## Task statement
Each record must be printed exactly as given.

## Records
------------------------------------------------

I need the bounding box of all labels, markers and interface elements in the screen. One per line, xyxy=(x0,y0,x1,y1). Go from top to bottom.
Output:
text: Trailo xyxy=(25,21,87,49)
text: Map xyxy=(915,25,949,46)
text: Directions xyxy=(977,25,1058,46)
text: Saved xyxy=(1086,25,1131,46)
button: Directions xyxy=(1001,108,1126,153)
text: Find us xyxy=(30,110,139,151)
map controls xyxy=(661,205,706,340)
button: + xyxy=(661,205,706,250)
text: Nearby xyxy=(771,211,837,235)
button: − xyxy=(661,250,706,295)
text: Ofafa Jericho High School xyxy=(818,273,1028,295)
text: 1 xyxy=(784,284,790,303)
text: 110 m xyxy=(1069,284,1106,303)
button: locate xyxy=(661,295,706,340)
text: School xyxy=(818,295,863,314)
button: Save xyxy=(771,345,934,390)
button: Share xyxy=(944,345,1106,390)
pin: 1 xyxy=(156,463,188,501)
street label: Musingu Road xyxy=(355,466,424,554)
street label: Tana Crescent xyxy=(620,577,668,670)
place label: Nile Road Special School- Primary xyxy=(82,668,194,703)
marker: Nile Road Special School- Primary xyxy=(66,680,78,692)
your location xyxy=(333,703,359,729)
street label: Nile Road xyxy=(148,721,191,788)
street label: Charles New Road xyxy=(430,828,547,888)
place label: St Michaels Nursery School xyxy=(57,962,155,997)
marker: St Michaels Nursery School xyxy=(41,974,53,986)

------------------------------------------------

## Response
I need the bounding box of all labels, markers and interface elements in the screen. One per line, xyxy=(x0,y0,x1,y1). Go from top to bottom.
Output:
text: Trailo xyxy=(25,21,87,49)
text: Map xyxy=(915,25,949,46)
text: Directions xyxy=(977,25,1058,46)
text: Saved xyxy=(1086,25,1131,46)
button: Directions xyxy=(1001,108,1126,153)
text: Find us xyxy=(30,110,139,151)
map controls xyxy=(661,205,706,340)
button: + xyxy=(661,205,706,250)
text: Nearby xyxy=(771,211,837,235)
button: − xyxy=(661,250,706,295)
text: Ofafa Jericho High School xyxy=(818,273,1028,295)
text: 1 xyxy=(784,284,790,303)
text: 110 m xyxy=(1069,284,1106,303)
button: locate xyxy=(661,295,706,340)
text: School xyxy=(818,295,863,314)
button: Save xyxy=(771,345,934,390)
button: Share xyxy=(944,345,1106,390)
pin: 1 xyxy=(156,463,188,501)
street label: Musingu Road xyxy=(355,466,424,554)
street label: Tana Crescent xyxy=(620,577,668,670)
place label: Nile Road Special School- Primary xyxy=(82,668,194,703)
marker: Nile Road Special School- Primary xyxy=(66,680,78,692)
your location xyxy=(333,703,359,729)
street label: Nile Road xyxy=(148,721,191,788)
street label: Charles New Road xyxy=(430,828,547,888)
place label: St Michaels Nursery School xyxy=(57,962,155,997)
marker: St Michaels Nursery School xyxy=(41,974,53,986)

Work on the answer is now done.